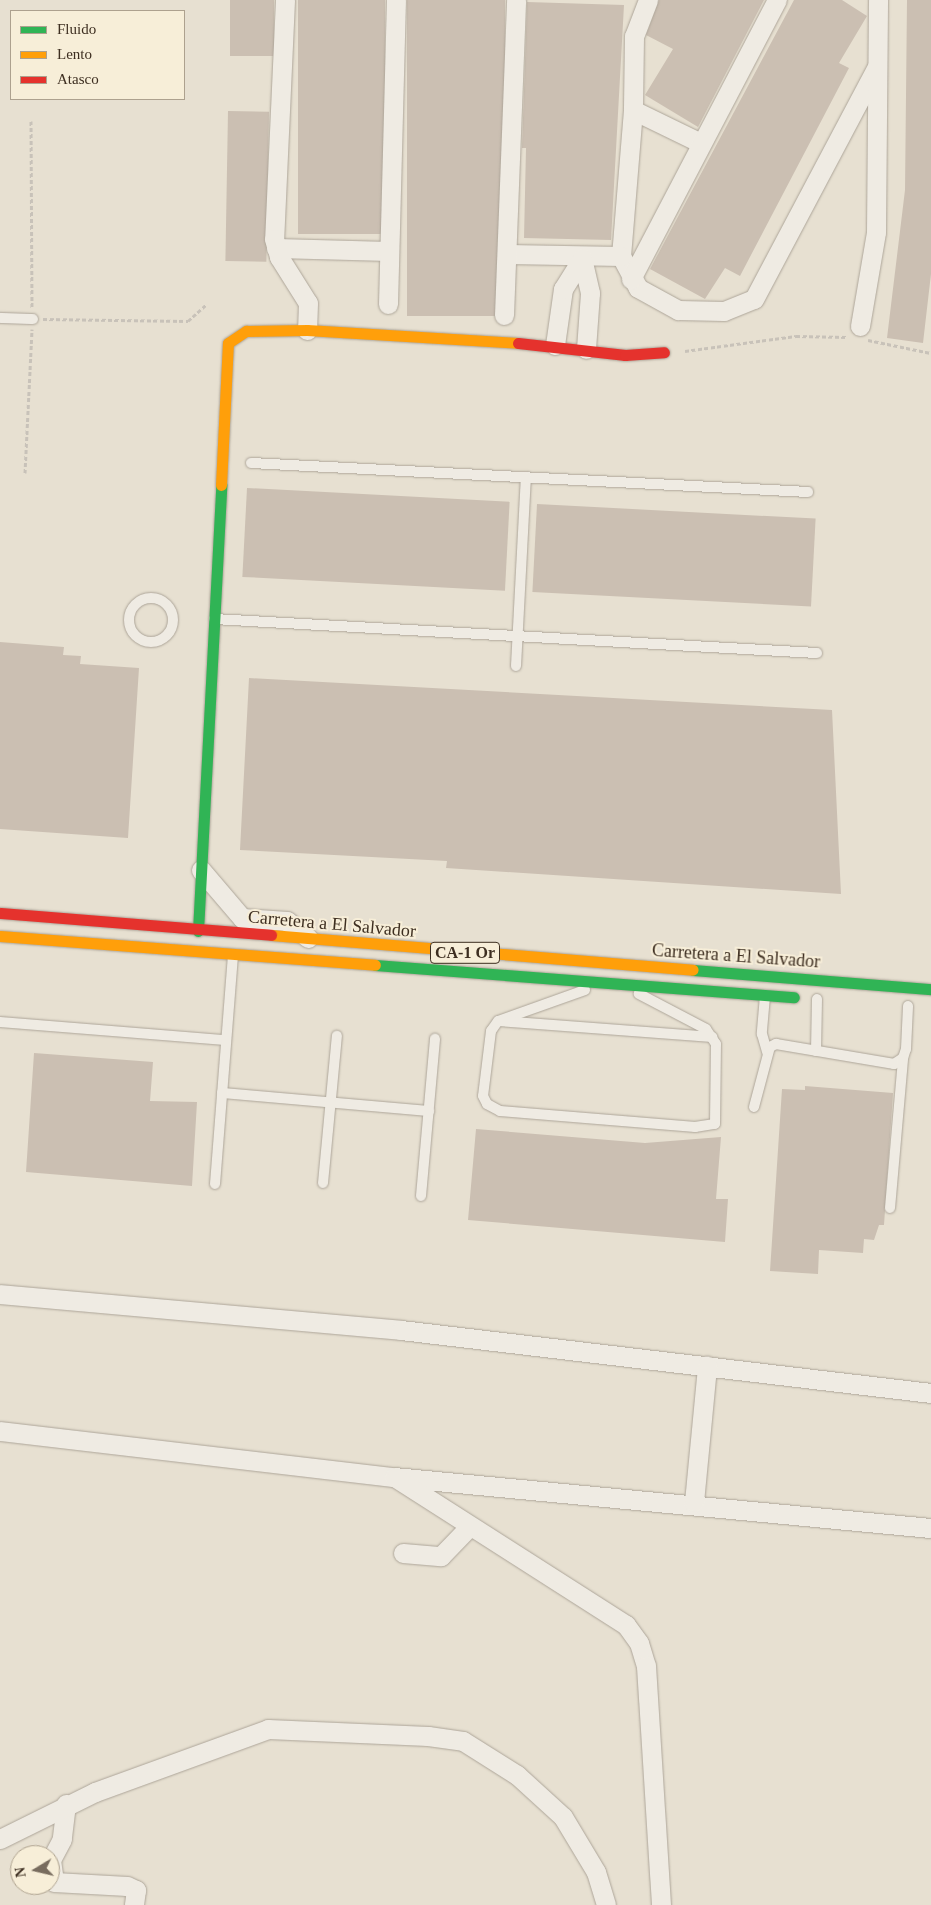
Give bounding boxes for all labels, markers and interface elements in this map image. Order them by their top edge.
legend [10,10,185,100]
text: Fluido [57,21,96,37]
text: Lento [57,46,92,62]
text: Atasco [57,71,99,87]
street label: Carretera a El Salvador [247,906,417,942]
street label: Carretera a El Salvador [651,939,821,973]
road number: CA-1 Or [430,940,500,966]
north arrow [10,1845,60,1895]
text: N [12,1866,29,1878]

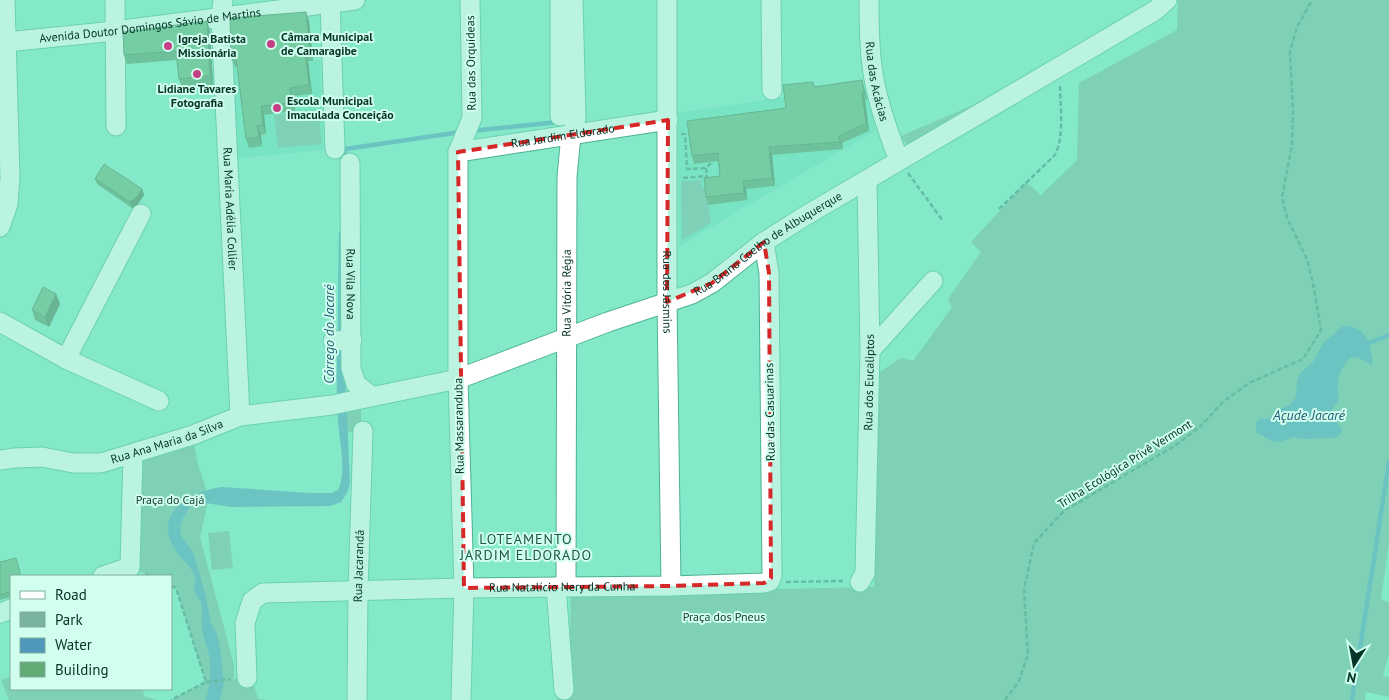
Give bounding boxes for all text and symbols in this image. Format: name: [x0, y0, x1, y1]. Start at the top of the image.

◆ **WHAT YOU ARE ASKED TO DO**:
Transcribe the material exactly, keeping every word and none of the pictures.

◆ **ANSWER AREA**:
Give bounding boxes for all labels, markers and interface elements in this map image. Order them by their top edge.
legend [10,10,185,100]
text: Fluido [57,21,96,37]
text: Lento [57,46,92,62]
text: Atasco [57,71,99,87]
street label: Carretera a El Salvador [247,906,417,942]
street label: Carretera a El Salvador [651,939,821,973]
road number: CA-1 Or [430,940,500,966]
north arrow [10,1845,60,1895]
text: N [12,1866,29,1878]

Give bounding boxes for all text and symbols in this image. Format: name: [x0, y0, x1, y1]. Start at the top of the image.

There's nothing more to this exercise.